Prior to: “You are committing an offense against English if you use the phrase prior to as a substitute for the preposition before, according to the “Language Corner” of the Columbia Journalism Review,” reports Davidson. “What in heaven’s name is wrong with before?” Enough said on that subject …

Commence: As Barrie England commented (I thought rather wittily) on StackExchange about the use of commence instead of begin, “My entirely intuitive thought is that begin is less formal than commence. Dylan Thomas began his play for voices, ‘Under Milk Wood’, with the words ‘To begin at the beginning.’ He didn’t, with good reason, write ‘To commence at the commencement.’”

Commence, which at one time was described by the OED as “precisely equivalent to the native begin“, has been variously described as a “formal”, “fancy” or “stilted” alternative; Merriam-Webster acknowledges that it is often considered “pretentious”, “old-fashioned”, “inappropriate”, “bookish”, or “pedantic”. As Longman pointed out, even back in 1874 George Eliot used the word ironically in Middlemarch: “Things never began with Mr. Borthrop Trumbull; they always commenced, both in private and on his handbills.”
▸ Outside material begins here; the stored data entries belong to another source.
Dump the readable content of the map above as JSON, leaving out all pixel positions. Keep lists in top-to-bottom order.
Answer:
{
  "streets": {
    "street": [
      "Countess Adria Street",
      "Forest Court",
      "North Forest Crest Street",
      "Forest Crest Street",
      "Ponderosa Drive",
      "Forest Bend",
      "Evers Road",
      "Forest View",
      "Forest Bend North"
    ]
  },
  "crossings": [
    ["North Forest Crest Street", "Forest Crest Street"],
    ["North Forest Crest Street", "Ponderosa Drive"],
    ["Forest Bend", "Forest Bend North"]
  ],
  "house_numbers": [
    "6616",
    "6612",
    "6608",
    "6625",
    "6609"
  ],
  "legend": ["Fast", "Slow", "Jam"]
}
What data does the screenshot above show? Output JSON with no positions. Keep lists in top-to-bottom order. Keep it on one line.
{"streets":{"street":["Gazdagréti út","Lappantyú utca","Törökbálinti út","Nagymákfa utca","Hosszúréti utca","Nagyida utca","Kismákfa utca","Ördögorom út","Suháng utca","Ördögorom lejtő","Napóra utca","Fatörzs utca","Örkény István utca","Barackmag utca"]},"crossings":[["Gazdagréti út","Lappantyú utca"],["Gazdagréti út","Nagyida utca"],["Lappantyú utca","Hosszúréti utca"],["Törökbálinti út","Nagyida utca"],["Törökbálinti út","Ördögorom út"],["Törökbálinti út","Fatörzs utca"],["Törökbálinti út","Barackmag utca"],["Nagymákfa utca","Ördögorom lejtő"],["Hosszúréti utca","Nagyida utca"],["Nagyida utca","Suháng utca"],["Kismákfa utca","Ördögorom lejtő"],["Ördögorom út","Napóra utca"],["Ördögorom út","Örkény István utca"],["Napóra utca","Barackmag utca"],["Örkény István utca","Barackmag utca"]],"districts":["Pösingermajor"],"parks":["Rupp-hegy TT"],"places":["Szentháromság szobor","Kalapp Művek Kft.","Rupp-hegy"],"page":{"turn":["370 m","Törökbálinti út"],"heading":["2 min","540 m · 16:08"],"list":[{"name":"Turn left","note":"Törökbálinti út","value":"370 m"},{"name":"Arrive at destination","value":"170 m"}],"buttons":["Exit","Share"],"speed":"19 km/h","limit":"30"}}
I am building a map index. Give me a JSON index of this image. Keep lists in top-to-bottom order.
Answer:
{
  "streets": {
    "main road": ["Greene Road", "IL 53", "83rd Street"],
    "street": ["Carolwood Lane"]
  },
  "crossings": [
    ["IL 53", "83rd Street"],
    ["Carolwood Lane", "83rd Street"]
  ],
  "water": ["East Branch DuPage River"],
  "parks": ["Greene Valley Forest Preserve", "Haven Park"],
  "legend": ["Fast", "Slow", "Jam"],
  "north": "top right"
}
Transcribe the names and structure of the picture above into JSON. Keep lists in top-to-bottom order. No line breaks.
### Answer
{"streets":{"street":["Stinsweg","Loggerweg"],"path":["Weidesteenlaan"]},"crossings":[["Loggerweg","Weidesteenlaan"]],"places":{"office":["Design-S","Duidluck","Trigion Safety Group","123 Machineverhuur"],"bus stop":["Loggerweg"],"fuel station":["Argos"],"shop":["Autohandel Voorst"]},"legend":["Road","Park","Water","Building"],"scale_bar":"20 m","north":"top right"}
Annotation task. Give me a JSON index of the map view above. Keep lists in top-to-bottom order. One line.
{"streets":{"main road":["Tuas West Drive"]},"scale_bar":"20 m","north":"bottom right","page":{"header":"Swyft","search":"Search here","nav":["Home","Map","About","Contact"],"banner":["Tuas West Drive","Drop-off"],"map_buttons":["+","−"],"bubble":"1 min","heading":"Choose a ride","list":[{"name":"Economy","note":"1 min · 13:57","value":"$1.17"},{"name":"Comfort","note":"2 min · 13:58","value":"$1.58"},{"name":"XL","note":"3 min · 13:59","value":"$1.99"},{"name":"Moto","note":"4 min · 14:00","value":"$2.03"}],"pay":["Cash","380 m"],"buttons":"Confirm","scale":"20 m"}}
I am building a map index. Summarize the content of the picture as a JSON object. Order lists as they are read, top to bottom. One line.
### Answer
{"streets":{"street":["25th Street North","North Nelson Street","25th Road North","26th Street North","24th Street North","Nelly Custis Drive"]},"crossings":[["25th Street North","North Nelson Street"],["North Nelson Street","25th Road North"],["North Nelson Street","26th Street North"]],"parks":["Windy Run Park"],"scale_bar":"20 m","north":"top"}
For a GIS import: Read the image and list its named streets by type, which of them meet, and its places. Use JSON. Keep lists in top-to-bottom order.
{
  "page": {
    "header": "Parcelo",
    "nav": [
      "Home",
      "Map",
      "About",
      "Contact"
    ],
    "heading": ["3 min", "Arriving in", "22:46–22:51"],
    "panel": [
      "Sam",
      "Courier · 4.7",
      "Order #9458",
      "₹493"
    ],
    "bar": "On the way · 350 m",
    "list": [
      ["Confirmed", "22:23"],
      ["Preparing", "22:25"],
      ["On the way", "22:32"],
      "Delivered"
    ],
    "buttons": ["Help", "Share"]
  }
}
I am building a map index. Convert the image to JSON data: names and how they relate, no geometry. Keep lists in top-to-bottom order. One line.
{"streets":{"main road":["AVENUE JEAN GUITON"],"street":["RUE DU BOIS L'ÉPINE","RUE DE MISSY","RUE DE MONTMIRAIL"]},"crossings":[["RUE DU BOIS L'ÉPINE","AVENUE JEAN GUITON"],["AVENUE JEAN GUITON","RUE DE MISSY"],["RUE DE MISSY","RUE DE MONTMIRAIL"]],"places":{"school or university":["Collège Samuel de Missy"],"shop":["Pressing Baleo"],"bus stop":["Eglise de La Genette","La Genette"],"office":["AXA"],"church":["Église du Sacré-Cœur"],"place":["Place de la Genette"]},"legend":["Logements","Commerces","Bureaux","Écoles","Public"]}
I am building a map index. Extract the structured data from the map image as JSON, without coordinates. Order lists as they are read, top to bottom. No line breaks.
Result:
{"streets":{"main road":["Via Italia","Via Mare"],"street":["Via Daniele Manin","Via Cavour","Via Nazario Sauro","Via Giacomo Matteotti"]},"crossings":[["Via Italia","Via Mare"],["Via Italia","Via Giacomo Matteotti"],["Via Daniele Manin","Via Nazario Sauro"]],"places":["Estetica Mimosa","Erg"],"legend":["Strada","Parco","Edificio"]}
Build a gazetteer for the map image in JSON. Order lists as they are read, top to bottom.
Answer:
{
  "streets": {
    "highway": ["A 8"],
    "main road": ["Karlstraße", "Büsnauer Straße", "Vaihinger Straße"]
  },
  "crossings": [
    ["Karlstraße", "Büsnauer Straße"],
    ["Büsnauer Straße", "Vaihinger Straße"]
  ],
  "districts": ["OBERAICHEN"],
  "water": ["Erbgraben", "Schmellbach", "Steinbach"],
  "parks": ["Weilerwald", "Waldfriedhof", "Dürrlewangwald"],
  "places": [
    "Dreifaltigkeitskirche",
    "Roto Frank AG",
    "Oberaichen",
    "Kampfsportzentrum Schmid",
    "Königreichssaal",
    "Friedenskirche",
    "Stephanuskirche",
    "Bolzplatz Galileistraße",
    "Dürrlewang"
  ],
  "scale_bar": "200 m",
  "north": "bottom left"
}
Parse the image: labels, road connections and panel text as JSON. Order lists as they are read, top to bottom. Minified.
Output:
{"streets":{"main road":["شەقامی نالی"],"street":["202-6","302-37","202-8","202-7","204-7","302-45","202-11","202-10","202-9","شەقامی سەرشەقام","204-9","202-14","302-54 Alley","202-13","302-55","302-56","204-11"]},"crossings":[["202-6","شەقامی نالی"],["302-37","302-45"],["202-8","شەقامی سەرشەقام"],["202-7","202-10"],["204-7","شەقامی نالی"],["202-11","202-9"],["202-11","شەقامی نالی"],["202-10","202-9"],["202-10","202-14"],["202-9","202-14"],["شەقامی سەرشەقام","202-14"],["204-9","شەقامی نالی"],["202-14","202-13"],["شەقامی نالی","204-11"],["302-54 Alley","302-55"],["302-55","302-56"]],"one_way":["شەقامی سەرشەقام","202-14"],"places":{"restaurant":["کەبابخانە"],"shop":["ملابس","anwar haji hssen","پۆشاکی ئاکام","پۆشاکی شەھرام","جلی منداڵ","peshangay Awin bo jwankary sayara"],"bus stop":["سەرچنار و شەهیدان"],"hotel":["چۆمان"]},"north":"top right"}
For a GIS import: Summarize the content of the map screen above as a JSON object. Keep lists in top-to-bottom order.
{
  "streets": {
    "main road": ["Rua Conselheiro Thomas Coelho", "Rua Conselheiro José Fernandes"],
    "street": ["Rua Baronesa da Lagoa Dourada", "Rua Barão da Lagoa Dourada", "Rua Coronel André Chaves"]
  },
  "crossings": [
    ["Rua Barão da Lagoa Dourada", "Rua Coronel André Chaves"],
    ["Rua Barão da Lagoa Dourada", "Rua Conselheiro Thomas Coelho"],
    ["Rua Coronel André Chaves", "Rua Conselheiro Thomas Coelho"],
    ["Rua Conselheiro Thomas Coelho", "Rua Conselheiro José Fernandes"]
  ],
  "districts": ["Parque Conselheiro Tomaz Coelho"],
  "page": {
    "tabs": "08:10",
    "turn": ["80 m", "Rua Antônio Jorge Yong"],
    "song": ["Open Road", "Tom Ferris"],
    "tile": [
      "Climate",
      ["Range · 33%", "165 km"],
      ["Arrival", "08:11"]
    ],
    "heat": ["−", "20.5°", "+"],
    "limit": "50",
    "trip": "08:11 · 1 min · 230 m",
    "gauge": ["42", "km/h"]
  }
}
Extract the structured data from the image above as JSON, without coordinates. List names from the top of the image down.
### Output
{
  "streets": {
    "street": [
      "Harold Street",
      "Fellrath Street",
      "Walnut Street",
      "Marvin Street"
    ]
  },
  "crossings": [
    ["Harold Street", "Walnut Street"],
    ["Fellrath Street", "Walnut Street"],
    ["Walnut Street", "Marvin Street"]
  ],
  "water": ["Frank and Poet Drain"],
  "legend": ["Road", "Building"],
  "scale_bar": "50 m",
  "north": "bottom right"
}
Fowler did concede that certain circumstances prescribe the use of the more formal alternative: “In official announcements commence is appropriate: the play-bill tells us when the performance will commence, though we ask each other when it begins. The grave historical style also justifies commence, & historians’ phrases, such as commence hostilities, keep their form when transferred to other uses, though we begin, & do not commence, a quarrel; similarly we commence operations, but merely begin dinner.”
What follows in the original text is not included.